Language for the difficult moment
Useful language should match this specific task. Try: “First we will document observable events; after that we can work on assess power and repetition.” If the child cannot explain, offer: “Show me whether the hardest part is starting, continuing or recovering.” These words reduce ambiguity without promising that the feeling or external problem will disappear.
Responses that tend to backfire
For this problem, the main risks are acting before the child can process, treating distress as proof of intent, and using an unrelated punishment instead of teaching avoid forced mediation when unsafe. If document observable events repeatedly fails, change the timing, environment or size of that step rather than repeating it more forcefully.
What meaningful progress looks like
Measure progress against the actual barrier described here. Useful signals include earlier use of assess power and repetition, safer participation in protect the targeted child, or less adult support during monitor after intervention. Review several attempts. The presence of emotion does not mean the plan failed.
Adjusting for the individual child
Adapt this approach to language, attention, sensory processing, disability, culture and prior experience. Monitor after intervention may need a picture, model, shorter interval or private response option. Adaptation should increase access and safety, not require masking, forced disclosure or automatic compliance.

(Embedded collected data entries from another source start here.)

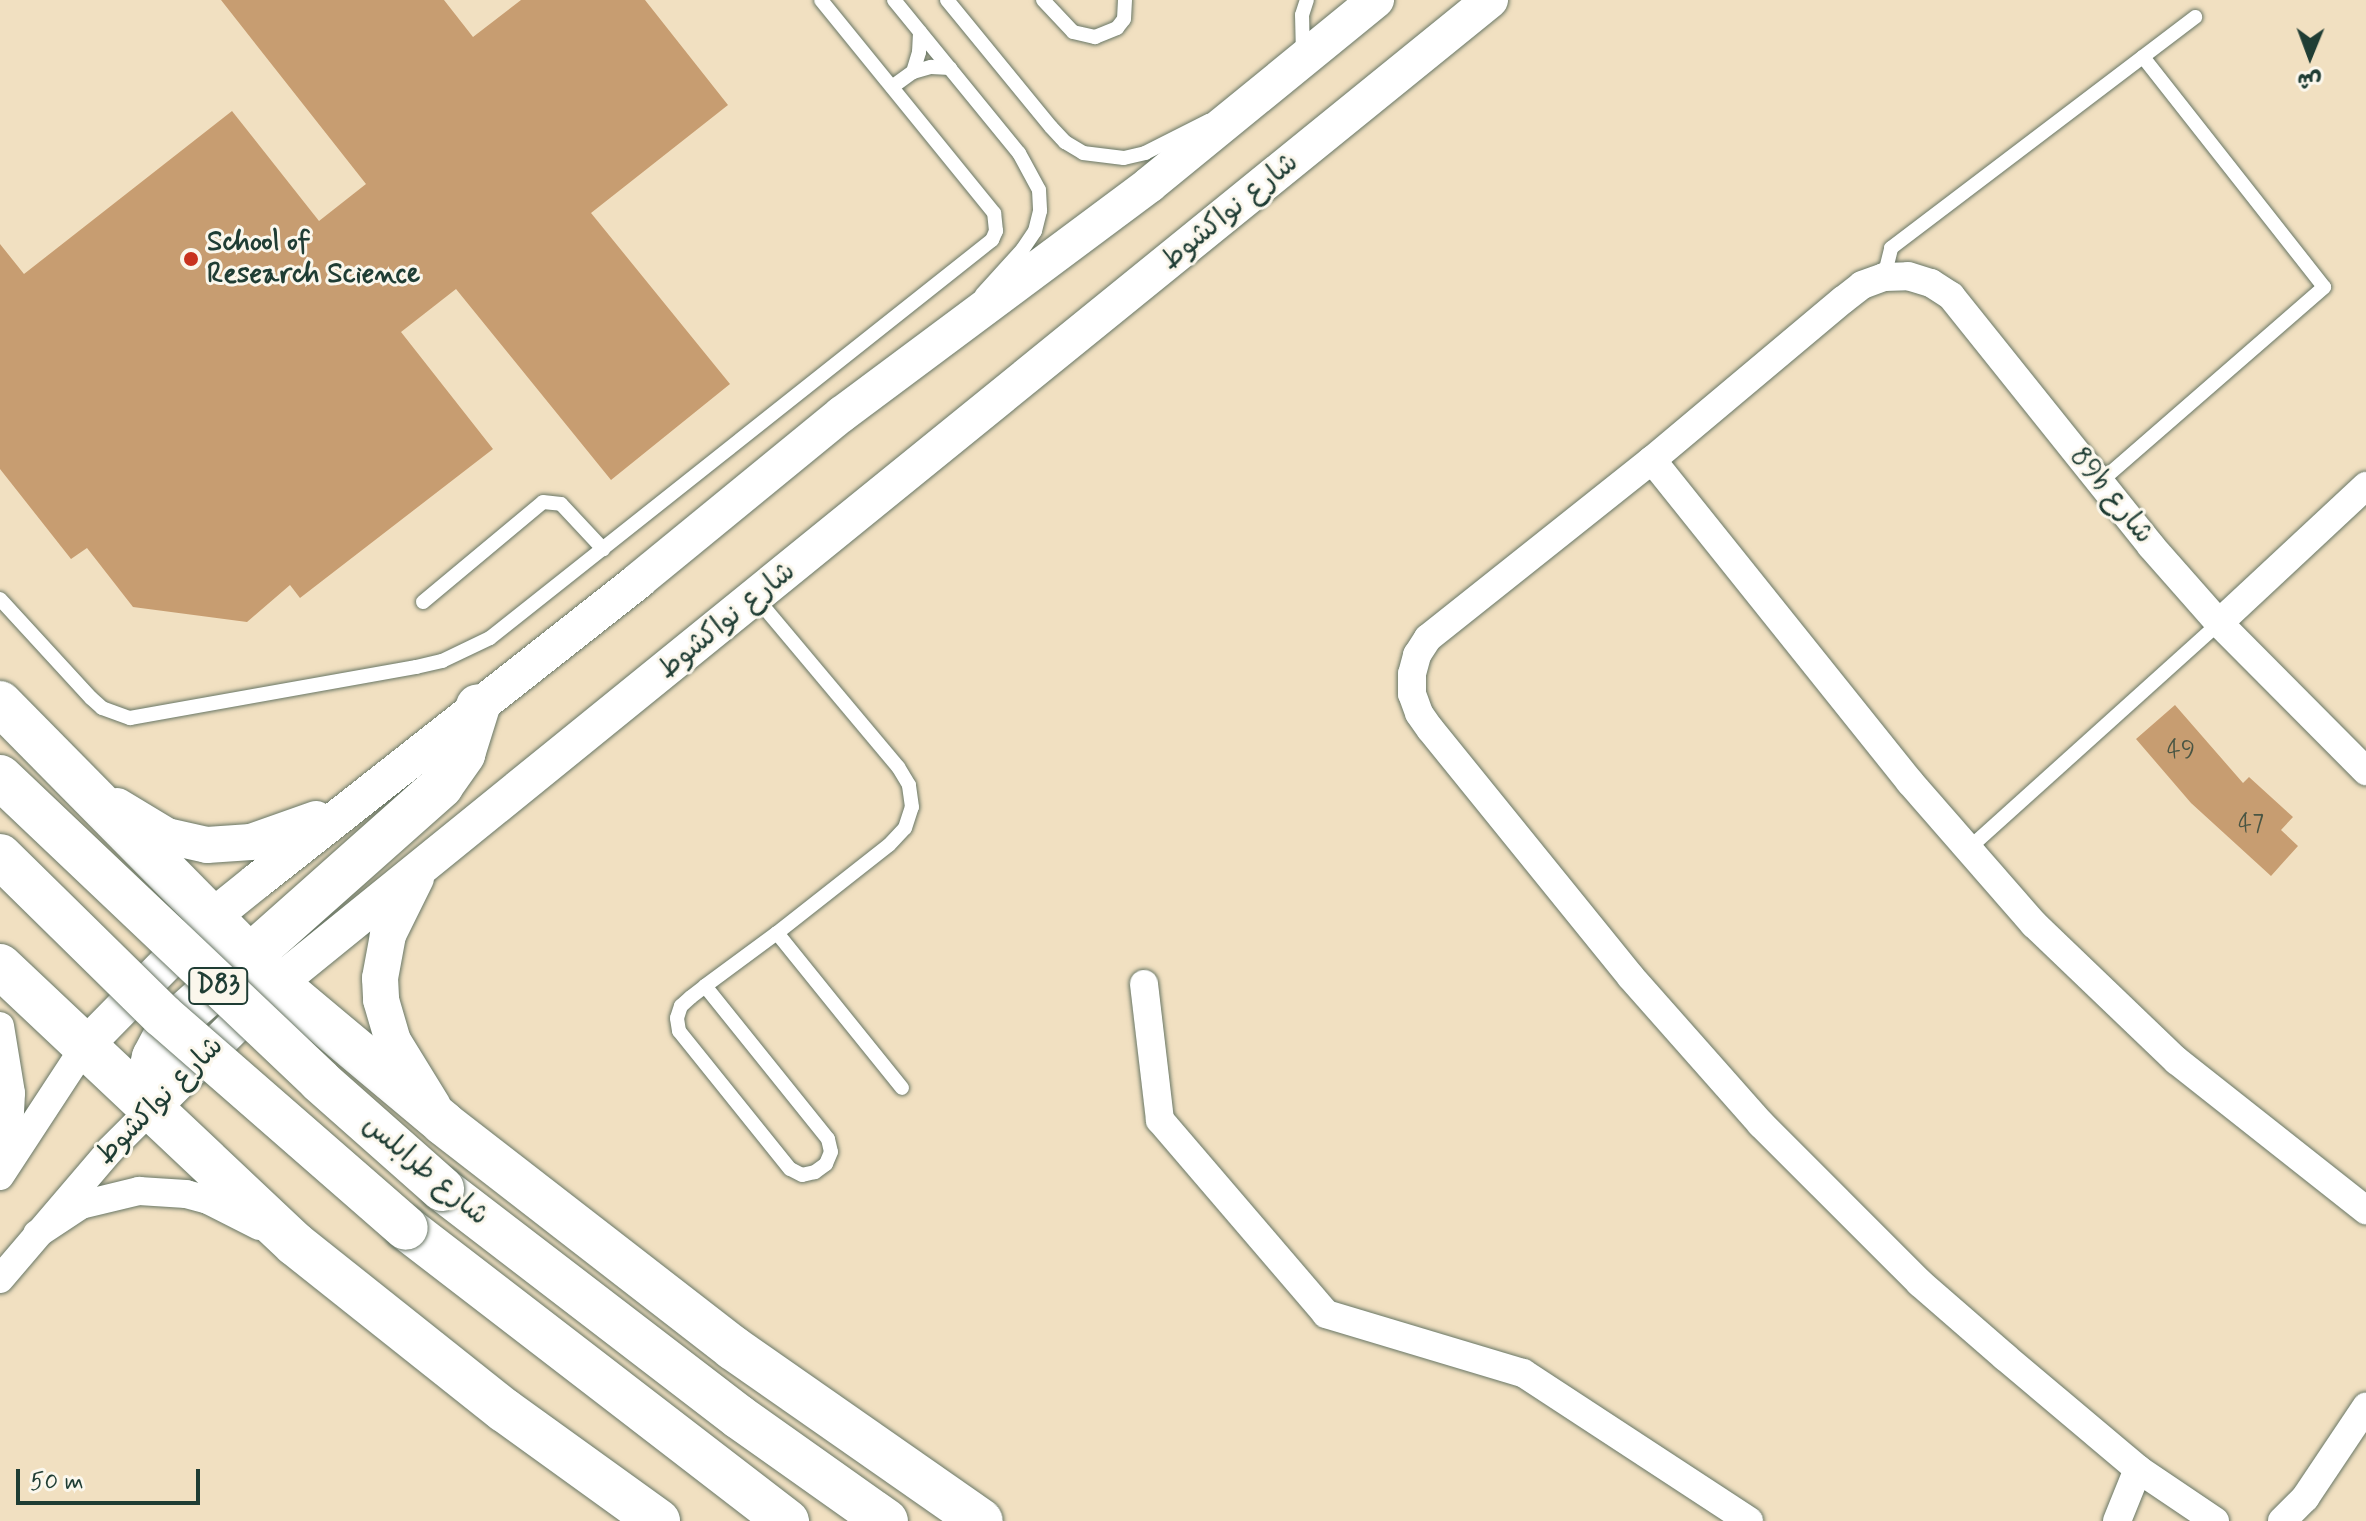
<!DOCTYPE html>
<meta charset="utf-8">
<style>
body{margin:0}
#map{position:relative;width:2366px;height:1521px;overflow:hidden;background:#f1e0c1;font-family:Mynerve,"Playpen Sans Arabic",sans-serif}
div>[style]{position:absolute}
.building>*{inset:0;background:#c79d71}
.roads{filter:drop-shadow(0 0 2px #687665) drop-shadow(0 0 2px #687665)}
.service>*{height:14px;margin:-7px;padding:0 7px;transform-origin:7px;border-radius:7px;background:#fff}
.minor>*{height:28px;margin:-14px;padding:0 14px;transform-origin:14px;border-radius:14px;background:#fff}
.tertiary>*{height:36px;margin:-18px;padding:0 18px;transform-origin:18px;border-radius:18px;background:#fff}
.motorway>*{height:44px;margin:-22px;padding:0 22px;transform-origin:22px;border-radius:22px;background:#fff}
.bridges{filter:drop-shadow(0 0 2px #687665) drop-shadow(0 0 2px #687665)}
.motorway-bridge>*{height:44px;margin:-22px;padding:0 22px;transform-origin:22px;border-radius:22px;background:#fff}
.dots>*{width:22px;height:22px;translate:-50% -50%;box-sizing:border-box;border:4px solid #fbf7ec;border-radius:50%}
span{translate:-50% -50%;white-space:nowrap;text-align:center;line-height:1.15;-webkit-text-stroke:6px #fbf7ec;paint-order:stroke}
.number-label{font-size:24px;color:#495543}
.number-label span{-webkit-text-stroke-width:0}
.shield-label span{padding:2px 6px;background:#fbf7ec;border:2px solid;border-radius:6px;-webkit-text-stroke-width:0}
.shield-label{font-size:26px;color:#1f3d34;font-weight:700}
.street-label{font-size:28px;color:#1f3d34}
.poi-label{font-size:28px;color:#1f3d34;font-weight:700}
.left{translate:0 -50%;text-align:left}
.north{position:absolute;left:2270px;top:16px;width:80px;height:80px;-webkit-text-stroke:6px #fbf7ec;paint-order:stroke;rotate:181deg;font-size:22px;font-weight:700;line-height:32px;text-align:center;color:#1f3d34}
.north::after{content:'';display:block;margin:auto;width:28px;height:36px;background:#1f3d34;clip-path:polygon(50% 0,100% 100%,50% 72%,0 100%)}
.scale{position:absolute;left:16px;top:1469px;width:184px;height:36px;box-sizing:border-box;border:4px solid #1f3d34;border-top:0;padding-left:10px;font-size:24px;line-height:28px;white-space:nowrap;color:#1f3d34;-webkit-text-stroke:6px #fbf7ec;paint-order:stroke}
</style>
<div id="map">
<div class="building">
<i style="clip-path:polygon(221px 0,444px 0,473px 37px,521px 0,645px 0,728px 105px,591px 213px,730px 384px,611px 480px,456px 289px,401px 332px,493px 449px,300px 598px,290px 585px,247px 622px,133px 607px,87px 548px,71px 559px,0 469px,0 244px,24px 274px,232px 111px,319px 221px,366px 184px)"></i>
<i style="clip-path:polygon(2175px 705px,2243px 783px,2249px 777px,2293px 817px,2281px 830px,2298px 846px,2271px 876px,2191px 803px,2136px 739px)"></i>
</div>
<div class="roads">
<div class="service">
<i style="left:894px;top:0;width:198px;rotate:50.8deg"></i>
<i style="left:1019px;top:153px;width:42px;rotate:61.6deg"></i>
<i style="left:1039px;top:190px;width:21px;rotate:87deg"></i>
<i style="left:1040px;top:211px;width:21px;rotate:104deg"></i>
<i style="left:1035px;top:231px;width:22px;rotate:124deg"></i>
<i style="left:1023px;top:249px;width:61px;rotate:132.3deg"></i>
<i style="left:947px;top:0;width:164px;rotate:50.7deg"></i>
<i style="left:1051px;top:127px;width:21px;rotate:47deg"></i>
<i style="left:1065px;top:142px;width:21px;rotate:31deg"></i>
<i style="left:1083px;top:153px;width:41px;rotate:7deg"></i>
<i style="left:1124px;top:158px;width:22px;rotate:-13deg"></i>
<i style="left:1145px;top:153px;width:71px;rotate:-26.9deg"></i>
<i style="left:1043px;top:0;width:44px;rotate:46.8deg"></i>
<i style="left:1073px;top:32px;width:23px;rotate:13deg"></i>
<i style="left:1095px;top:37px;width:24px;rotate:-22deg"></i>
<i style="left:1117px;top:28px;width:11px;rotate:-52deg"></i>
<i style="left:1124px;top:19px;width:19px;rotate:-87deg"></i>
<i style="left:1303px;top:55px;width:40px;rotate:-91.4deg"></i>
<i style="left:1302px;top:15px;width:16px;rotate:-72deg"></i>
<i style="left:913px;top:72px;width:21px;rotate:-73deg"></i>
<i style="left:919px;top:52px;width:20px;rotate:-87deg"></i>
<i style="left:892px;top:87px;width:26px;rotate:-36deg"></i>
<i style="left:913px;top:72px;width:19px;rotate:-16deg"></i>
<i style="left:931px;top:67px;width:19px;rotate:3deg"></i>
<i style="left:1884px;top:277px;width:30px;rotate:-76deg"></i>
<i style="left:1891px;top:248px;width:382px;rotate:-37.2deg"></i>
<i style="left:2100px;top:482px;width:297px;rotate:-41deg"></i>
<i style="left:2324px;top:287px;width:293px;rotate:-128.2deg"></i>
<i style="left:0;top:599px;width:134px;rotate:47.4deg"></i>
<i style="left:91px;top:698px;width:15px;rotate:42deg"></i>
<i style="left:102px;top:708px;width:30px;rotate:20deg"></i>
<i style="left:130px;top:718px;width:291px;rotate:-10.1deg"></i>
<i style="left:416px;top:667px;width:27px;rotate:-13deg"></i>
<i style="left:442px;top:661px;width:53px;rotate:-25.6deg"></i>
<i style="left:490px;top:638px;width:641px;rotate:-38.41deg"></i>
<i style="left:992px;top:240px;width:10px;rotate:-66deg"></i>
<i style="left:996px;top:231px;width:18px;rotate:-96deg"></i>
<i style="left:994px;top:213px;width:274px;rotate:-129.1deg"></i>
<i style="left:423px;top:602px;width:156px;rotate:-39.8deg"></i>
<i style="left:543px;top:502px;width:18px;rotate:6deg"></i>
<i style="left:561px;top:504px;width:62px;rotate:47deg"></i>
<i style="left:1967px;top:850px;width:339px;rotate:-42deg"></i>
<i style="left:777px;top:933px;width:199px;rotate:51.1deg"></i>
<i style="left:705px;top:986px;width:196px;rotate:51.2deg"></i>
<i style="left:828px;top:1139px;width:13px;rotate:77deg"></i>
<i style="left:831px;top:1152px;width:13px;rotate:113deg"></i>
<i style="left:826px;top:1164px;width:14px;rotate:144deg"></i>
<i style="left:815px;top:1172px;width:13px;rotate:167deg"></i>
<i style="left:802px;top:1175px;width:13px;rotate:-153deg"></i>
<i style="left:790px;top:1169px;width:177px;rotate:-128.8deg"></i>
<i style="left:679px;top:1031px;width:13px;rotate:-99deg"></i>
<i style="left:677px;top:1018px;width:13px;rotate:-72deg"></i>
<i style="left:681px;top:1006px;width:13px;rotate:-42deg"></i>
<i style="left:691px;top:997px;width:18px;rotate:-38deg"></i>
<i style="left:705px;top:986px;width:89px;rotate:-36.4deg"></i>
<i style="left:777px;top:933px;width:142px;rotate:-38.2deg"></i>
<i style="left:889px;top:845px;width:23px;rotate:-47deg"></i>
<i style="left:905px;top:828px;width:22px;rotate:-72deg"></i>
<i style="left:912px;top:807px;width:22px;rotate:-98deg"></i>
<i style="left:909px;top:785px;width:21px;rotate:-121deg"></i>
<i style="left:898px;top:767px;width:221px;rotate:-130deg"></i>
</div>
<div class="minor">
<i style="left:1652px;top:460px;width:413px;rotate:51.3deg"></i>
<i style="left:1910px;top:782px;width:189px;rotate:48.9deg"></i>
<i style="left:2034px;top:924px;width:198px;rotate:43.8deg"></i>
<i style="left:2177px;top:1061px;width:241px;rotate:38.3deg"></i>
<i style="left:2219px;top:623px;width:201px;rotate:-43deg"></i>
<i style="left:1144px;top:984px;width:137px;rotate:83.3deg"></i>
<i style="left:1160px;top:1120px;width:255px;rotate:49.4deg"></i>
<i style="left:1326px;top:1314px;width:206px;rotate:16.7deg"></i>
<i style="left:1523px;top:1373px;width:270px;rotate:33.2deg"></i>
<i style="left:0;top:1026px;width:68px;rotate:80.7deg"></i>
<i style="left:11px;top:1093px;width:37px;rotate:93deg"></i>
<i style="left:9px;top:1130px;width:33px;rotate:106deg"></i>
<i style="left:0;top:1176px;width:155px;rotate:-56.8deg"></i>
<i style="left:37px;top:1234px;width:53px;rotate:-33.4deg"></i>
<i style="left:81px;top:1205px;width:60px;rotate:-13.6deg"></i>
<i style="left:139px;top:1191px;width:47px;rotate:3.7deg"></i>
<i style="left:186px;top:1194px;width:23px;rotate:15deg"></i>
<i style="left:208px;top:1200px;width:57px;rotate:27deg"></i>
<i style="left:0;top:1279px;width:170px;rotate:-49.5deg"></i>
<i style="left:110px;top:1150px;width:59px;rotate:-45deg"></i>
<i style="left:2117px;top:1521px;width:56px;rotate:-68deg"></i>
<i style="left:2215px;top:1521px;width:93px;rotate:-146deg"></i>
<i style="left:2138px;top:1469px;width:174px;rotate:-139.9deg"></i>
<i style="left:2005px;top:1357px;width:113px;rotate:-139deg"></i>
<i style="left:1920px;top:1283px;width:225px;rotate:-135deg"></i>
<i style="left:1761px;top:1124px;width:196px;rotate:-131.5deg"></i>
<i style="left:1631px;top:977px;width:319px;rotate:-129deg"></i>
<i style="left:1430px;top:729px;width:19px;rotate:-125deg"></i>
<i style="left:1419px;top:713px;width:20px;rotate:-110deg"></i>
<i style="left:1412px;top:694px;width:20px;rotate:-90deg"></i>
<i style="left:1412px;top:674px;width:20px;rotate:-75deg"></i>
<i style="left:1417px;top:655px;width:20px;rotate:-57deg"></i>
<i style="left:1428px;top:638px;width:286px;rotate:-38.5deg"></i>
<i style="left:1652px;top:460px;width:249px;rotate:-40deg"></i>
<i style="left:1843px;top:300px;width:24px;rotate:-38deg"></i>
<i style="left:1862px;top:285px;width:23px;rotate:-20deg"></i>
<i style="left:1884px;top:277px;width:24px;rotate:-2deg"></i>
<i style="left:1908px;top:276px;width:24px;rotate:17deg"></i>
<i style="left:1931px;top:283px;width:24px;rotate:33deg"></i>
<i style="left:1951px;top:296px;width:320px;rotate:51.3deg"></i>
<i style="left:2151px;top:546px;width:103px;rotate:48.6deg"></i>
<i style="left:2219px;top:623px;width:209px;rotate:45.2deg"></i>
<i style="left:2282px;top:1521px;width:33px;rotate:-45deg"></i>
<i style="left:2305px;top:1498px;width:110px;rotate:-56.2deg"></i>
</div>
<div class="tertiary">
<i style="left:117px;top:806px;width:58px;rotate:31deg"></i>
<i style="left:167px;top:836px;width:41px;rotate:12.7deg"></i>
<i style="left:207px;top:845px;width:44px;rotate:-3.9deg"></i>
<i style="left:251px;top:842px;width:69px;rotate:-19.5deg"></i>
<i style="left:416px;top:878px;width:64px;rotate:116.2deg"></i>
<i style="left:388px;top:935px;width:44px;rotate:100.5deg"></i>
<i style="left:380px;top:978px;width:22px;rotate:87deg"></i>
<i style="left:381px;top:1000px;width:43px;rotate:73.7deg"></i>
<i style="left:393px;top:1041px;width:76px;rotate:58.4deg"></i>
<i style="left:85px;top:1046px;width:180px;rotate:-45.5deg"></i>
<i style="left:211px;top:918px;width:59px;rotate:-38.8deg"></i>
<i style="left:257px;top:881px;width:486px;rotate:-38.2deg"></i>
<i style="left:639px;top:580px;width:262px;rotate:-39.3deg"></i>
<i style="left:842px;top:414px;width:383px;rotate:-36.7deg"></i>
<i style="left:1149px;top:185px;width:293px;rotate:-39.2deg"></i>
<i style="left:152px;top:1108px;width:176px;rotate:-44.8deg"></i>
<i style="left:277px;top:984px;width:1562px;rotate:-39.05deg"></i>
</div>
<div class="motorway">
<i style="left:0;top:703px;width:395px;rotate:45.4deg"></i>
<i style="left:277px;top:984px;width:217px;rotate:39.9deg"></i>
<i style="left:443px;top:1123px;width:367px;rotate:37.8deg"></i>
<i style="left:733px;top:1348px;width:302px;rotate:34.9deg"></i>
<i style="left:0;top:966px;width:405px;rotate:43.3deg"></i>
<i style="left:295px;top:1244px;width:267px;rotate:38.5deg"></i>
<i style="left:504px;top:1410px;width:190px;rotate:35.8deg"></i>
<i style="left:152px;top:1108px;width:34px;rotate:-93deg"></i>
<i style="left:150px;top:1074px;width:17px;rotate:-77deg"></i>
<i style="left:154px;top:1057px;width:34px;rotate:-62deg"></i>
<i style="left:170px;top:1027px;width:363px;rotate:-41.6deg"></i>
<i style="left:441px;top:786px;width:39px;rotate:-55deg"></i>
<i style="left:463px;top:754px;width:50px;rotate:-72.6deg"></i>
<i style="left:442px;top:1189px;width:374px;rotate:37.5deg"></i>
<i style="left:739px;top:1417px;width:180px;rotate:35.3deg"></i>
<i style="left:406px;top:1228px;width:481px;rotate:37.6deg"></i>
</div>
</div>
<div class="bridges">
<div class="motorway-bridge">
<i style="left:0;top:777px;width:441px;rotate:43.5deg"></i>
<i style="left:320px;top:1081px;width:163px;rotate:41.5deg"></i>
<i style="left:0;top:856px;width:228px;rotate:44.5deg"></i>
<i style="left:163px;top:1016px;width:322px;rotate:41.1deg"></i>
</div>
</div>
<div class="dots">
<i style="left:191px;top:259px;background:#c8321e"></i>
</div>
<div class="number-label">
<span style="left:2181px;top:751px">49</span>
<span style="left:2251px;top:825px">47</span>
</div>
<div class="shield-label">
<span style="left:218px;top:986px">D83</span>
</div>
<div class="street-label">
<span style="left:1230px;top:212px;rotate:-39deg">شارع نواكشوط</span>
<span style="left:2111px;top:496px;rotate:51deg">89b شارع</span>
<span style="left:727px;top:621px;rotate:-39deg">شارع نواكشوط</span>
<span style="left:160px;top:1101px;rotate:-45deg">شارع نواكشوط</span>
<span style="left:425px;top:1171px;rotate:40deg">شارع طرابلس</span>
</div>
<div class="poi-label">
<span class="left" style="left:207px;top:259px">School of<br>Research Science</span>
</div>
<div class="north">ش</div>
<div class="scale">50 m</div>
</div>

Related SafeSEL guides and resources
- conflict resolution for kids
- personal space and boundaries for kids
- Browse free printables
- Browse resources by topic
When to seek additional support
Seek qualified support when the pattern is persistent, worsening, unsafe or interfering with school, sleep, relationships or daily functioning. Sudden severe physical or behavioral changes require appropriate medical or mental-health assessment. Educational strategies cannot diagnose a child or replace individualized care.